Benim Milliyet TV videolarımda dikkat çektiğim, Benim Fikrim Benim Kararım isimli kitabımda da ele aldığım bir konu var: ürünlerin taklit edilmesi... Bu noktada Gizem Dilan Özmen de patent özelinde dikkat çektiği önemli noktaları paylaşıyor: "Kendi ürettiğiniz bir ürün veya üretim yöntemi için patent ve faydalı model başvurusunda bulunabilmeniz için buluşun piyasaya sunulması itibarıyla 1 yıl içinde Türkiye'de başvuru yapılması gerekmektedir. Buna 'hoşgörü süresi' denir. Maalesef bu süreyi geçirmeniz halinde buluşunuzun yeni olmadığı gerekçesiyle başvurunuz reddedilecektir.

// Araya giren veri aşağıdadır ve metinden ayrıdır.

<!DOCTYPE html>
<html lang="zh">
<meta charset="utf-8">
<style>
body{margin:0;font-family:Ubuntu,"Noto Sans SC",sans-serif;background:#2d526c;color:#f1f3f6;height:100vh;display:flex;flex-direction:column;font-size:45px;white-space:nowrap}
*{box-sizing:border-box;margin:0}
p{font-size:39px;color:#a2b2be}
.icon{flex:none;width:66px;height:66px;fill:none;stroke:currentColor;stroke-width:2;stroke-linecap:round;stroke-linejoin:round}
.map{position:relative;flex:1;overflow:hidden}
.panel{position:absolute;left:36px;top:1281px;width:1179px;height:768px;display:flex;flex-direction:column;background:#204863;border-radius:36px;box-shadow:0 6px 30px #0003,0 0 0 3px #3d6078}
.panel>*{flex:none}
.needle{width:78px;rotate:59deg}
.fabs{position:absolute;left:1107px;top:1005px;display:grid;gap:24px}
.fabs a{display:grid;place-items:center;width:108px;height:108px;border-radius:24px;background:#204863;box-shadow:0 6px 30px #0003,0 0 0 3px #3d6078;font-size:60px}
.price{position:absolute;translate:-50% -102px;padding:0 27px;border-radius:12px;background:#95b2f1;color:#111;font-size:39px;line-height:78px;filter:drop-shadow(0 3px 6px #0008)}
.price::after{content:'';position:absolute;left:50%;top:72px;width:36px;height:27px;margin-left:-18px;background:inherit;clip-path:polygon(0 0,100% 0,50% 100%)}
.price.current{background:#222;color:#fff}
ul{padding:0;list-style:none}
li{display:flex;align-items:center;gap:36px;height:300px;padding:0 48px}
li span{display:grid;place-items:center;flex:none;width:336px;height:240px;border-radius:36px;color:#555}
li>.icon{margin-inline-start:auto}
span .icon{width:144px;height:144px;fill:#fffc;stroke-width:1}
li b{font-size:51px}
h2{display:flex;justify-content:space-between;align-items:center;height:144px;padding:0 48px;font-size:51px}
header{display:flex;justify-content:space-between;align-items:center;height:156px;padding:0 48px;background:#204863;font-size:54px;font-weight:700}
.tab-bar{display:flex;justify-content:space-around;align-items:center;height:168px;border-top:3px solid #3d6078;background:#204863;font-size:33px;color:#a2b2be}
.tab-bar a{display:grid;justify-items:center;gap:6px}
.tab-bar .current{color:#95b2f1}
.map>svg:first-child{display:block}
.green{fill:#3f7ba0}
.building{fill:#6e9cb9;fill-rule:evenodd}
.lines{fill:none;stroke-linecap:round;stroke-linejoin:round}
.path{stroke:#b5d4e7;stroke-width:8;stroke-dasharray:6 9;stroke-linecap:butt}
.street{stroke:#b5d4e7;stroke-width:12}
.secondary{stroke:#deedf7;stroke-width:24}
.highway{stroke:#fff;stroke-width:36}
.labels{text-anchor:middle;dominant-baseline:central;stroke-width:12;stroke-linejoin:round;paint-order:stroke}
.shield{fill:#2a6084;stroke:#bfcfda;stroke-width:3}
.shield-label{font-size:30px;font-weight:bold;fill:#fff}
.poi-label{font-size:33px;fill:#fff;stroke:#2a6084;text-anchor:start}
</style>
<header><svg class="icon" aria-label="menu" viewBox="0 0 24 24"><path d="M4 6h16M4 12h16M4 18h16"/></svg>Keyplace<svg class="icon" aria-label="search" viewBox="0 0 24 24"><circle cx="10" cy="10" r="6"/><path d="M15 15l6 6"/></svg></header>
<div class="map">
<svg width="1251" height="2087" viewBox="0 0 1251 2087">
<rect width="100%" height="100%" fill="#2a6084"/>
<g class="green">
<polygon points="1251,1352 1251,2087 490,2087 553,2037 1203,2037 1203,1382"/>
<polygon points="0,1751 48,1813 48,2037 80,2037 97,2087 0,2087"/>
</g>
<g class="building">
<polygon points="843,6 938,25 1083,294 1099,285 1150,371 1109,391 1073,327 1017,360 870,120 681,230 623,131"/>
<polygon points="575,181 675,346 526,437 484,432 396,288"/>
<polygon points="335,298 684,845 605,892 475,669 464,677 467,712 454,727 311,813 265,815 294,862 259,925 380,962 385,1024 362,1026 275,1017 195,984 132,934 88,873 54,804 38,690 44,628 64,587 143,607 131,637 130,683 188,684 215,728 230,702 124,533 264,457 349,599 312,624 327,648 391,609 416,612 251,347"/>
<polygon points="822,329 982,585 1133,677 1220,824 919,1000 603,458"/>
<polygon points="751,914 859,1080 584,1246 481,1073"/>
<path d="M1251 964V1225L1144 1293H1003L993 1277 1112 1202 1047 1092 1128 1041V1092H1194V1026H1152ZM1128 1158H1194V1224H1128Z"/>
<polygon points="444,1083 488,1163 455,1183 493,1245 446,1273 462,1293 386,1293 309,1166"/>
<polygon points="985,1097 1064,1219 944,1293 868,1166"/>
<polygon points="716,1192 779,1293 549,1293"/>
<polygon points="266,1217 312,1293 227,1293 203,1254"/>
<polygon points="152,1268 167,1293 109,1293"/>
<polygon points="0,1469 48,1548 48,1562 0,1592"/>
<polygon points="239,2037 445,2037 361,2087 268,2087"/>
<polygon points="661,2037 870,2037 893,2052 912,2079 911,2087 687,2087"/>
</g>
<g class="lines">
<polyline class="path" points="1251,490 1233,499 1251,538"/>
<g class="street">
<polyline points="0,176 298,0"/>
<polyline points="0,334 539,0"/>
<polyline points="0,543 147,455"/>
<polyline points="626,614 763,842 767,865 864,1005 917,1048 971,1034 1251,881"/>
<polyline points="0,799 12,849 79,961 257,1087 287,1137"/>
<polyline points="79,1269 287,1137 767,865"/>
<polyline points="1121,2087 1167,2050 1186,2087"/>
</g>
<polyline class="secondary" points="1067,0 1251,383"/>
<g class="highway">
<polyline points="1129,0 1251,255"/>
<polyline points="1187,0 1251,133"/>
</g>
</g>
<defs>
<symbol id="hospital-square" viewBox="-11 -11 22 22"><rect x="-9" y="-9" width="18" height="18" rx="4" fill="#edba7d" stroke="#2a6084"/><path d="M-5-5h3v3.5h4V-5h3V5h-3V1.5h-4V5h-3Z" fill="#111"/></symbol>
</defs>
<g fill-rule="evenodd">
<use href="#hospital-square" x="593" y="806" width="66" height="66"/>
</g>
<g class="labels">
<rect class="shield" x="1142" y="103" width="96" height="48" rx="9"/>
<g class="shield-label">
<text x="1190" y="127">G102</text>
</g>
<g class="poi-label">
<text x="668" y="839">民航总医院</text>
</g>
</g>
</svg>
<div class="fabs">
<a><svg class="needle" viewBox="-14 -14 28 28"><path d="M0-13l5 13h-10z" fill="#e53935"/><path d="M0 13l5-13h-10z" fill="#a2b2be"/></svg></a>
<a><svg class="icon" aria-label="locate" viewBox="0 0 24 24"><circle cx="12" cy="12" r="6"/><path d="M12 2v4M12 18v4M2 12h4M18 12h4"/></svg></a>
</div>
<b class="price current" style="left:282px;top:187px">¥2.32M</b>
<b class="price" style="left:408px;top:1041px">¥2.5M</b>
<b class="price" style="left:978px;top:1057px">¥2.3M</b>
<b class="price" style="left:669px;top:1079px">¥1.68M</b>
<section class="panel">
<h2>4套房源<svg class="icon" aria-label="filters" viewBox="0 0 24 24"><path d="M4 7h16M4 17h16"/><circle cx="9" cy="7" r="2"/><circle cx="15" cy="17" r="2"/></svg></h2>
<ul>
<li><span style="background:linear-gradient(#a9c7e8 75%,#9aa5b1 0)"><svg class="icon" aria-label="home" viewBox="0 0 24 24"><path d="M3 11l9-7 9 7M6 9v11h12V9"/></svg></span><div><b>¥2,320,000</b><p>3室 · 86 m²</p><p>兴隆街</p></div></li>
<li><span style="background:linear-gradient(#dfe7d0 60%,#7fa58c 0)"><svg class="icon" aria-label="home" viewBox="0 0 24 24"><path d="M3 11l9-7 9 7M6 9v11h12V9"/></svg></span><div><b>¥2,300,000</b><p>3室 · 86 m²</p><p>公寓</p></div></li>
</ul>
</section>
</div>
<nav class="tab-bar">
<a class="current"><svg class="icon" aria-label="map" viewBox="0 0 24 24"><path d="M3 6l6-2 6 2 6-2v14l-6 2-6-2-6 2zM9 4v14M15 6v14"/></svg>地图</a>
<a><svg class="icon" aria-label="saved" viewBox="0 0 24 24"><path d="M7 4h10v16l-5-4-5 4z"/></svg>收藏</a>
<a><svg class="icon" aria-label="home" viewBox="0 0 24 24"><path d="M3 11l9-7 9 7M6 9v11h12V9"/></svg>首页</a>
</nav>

Bu süre ülkelere göre değişebilmektedir ve hatta bazı ülkelerde bu tarz bir hoşgörü süresi uygulaması bile yoktur. Uygulamanın olmadığı ülkelerde yenilik konusunda sorun yaşamamak için buluşu kamuya sunmadan önce patent ya da faydalı model başvurunuzu yapmanız gerekir."
Ayrıca, başvuruyla ilgili dikkat çekmemiz gereken önemli bir nokta da başvuru yapabilmek için buluşun aktif olarak üretilmesi veya satılması gibi bir şart aranmaması... Bununla birlikte Türkpatent nezdinde başvuru yaparken oluşturulan tarifname metnini değiştirmeniz mümkün değildir. Bu nedenle, buluşun en azından bir prototipinin yapılıp test edilmiş olması ve olası sorunların giderilmesi halinde başvurunun tüm değişiklikleri içerecek şekilde yapılması önem kazanmaktadır. Başka bir deyişle, önce başvuru yapar ve ardından üretim denemesi yaparsanız çıkabilecek sorunları ürün üzerinde düzeltebilirsiniz ancak başvuru tarifnamesinde sonradan ekleme veya değişiklik yapamazsınız, bu yüzden ürünün yeni özelliklerini koruyamamış olursunuz.
Değişen, dönüşen dünyada hayatımızın her alanında buluşlar var ve olacak. İhtiyacımız var. Bu buluşların hukuki koruma mekanizması olan patent hakkında Gizem Dilan Özmen'e katkıları için çok teşekkür ediyorum.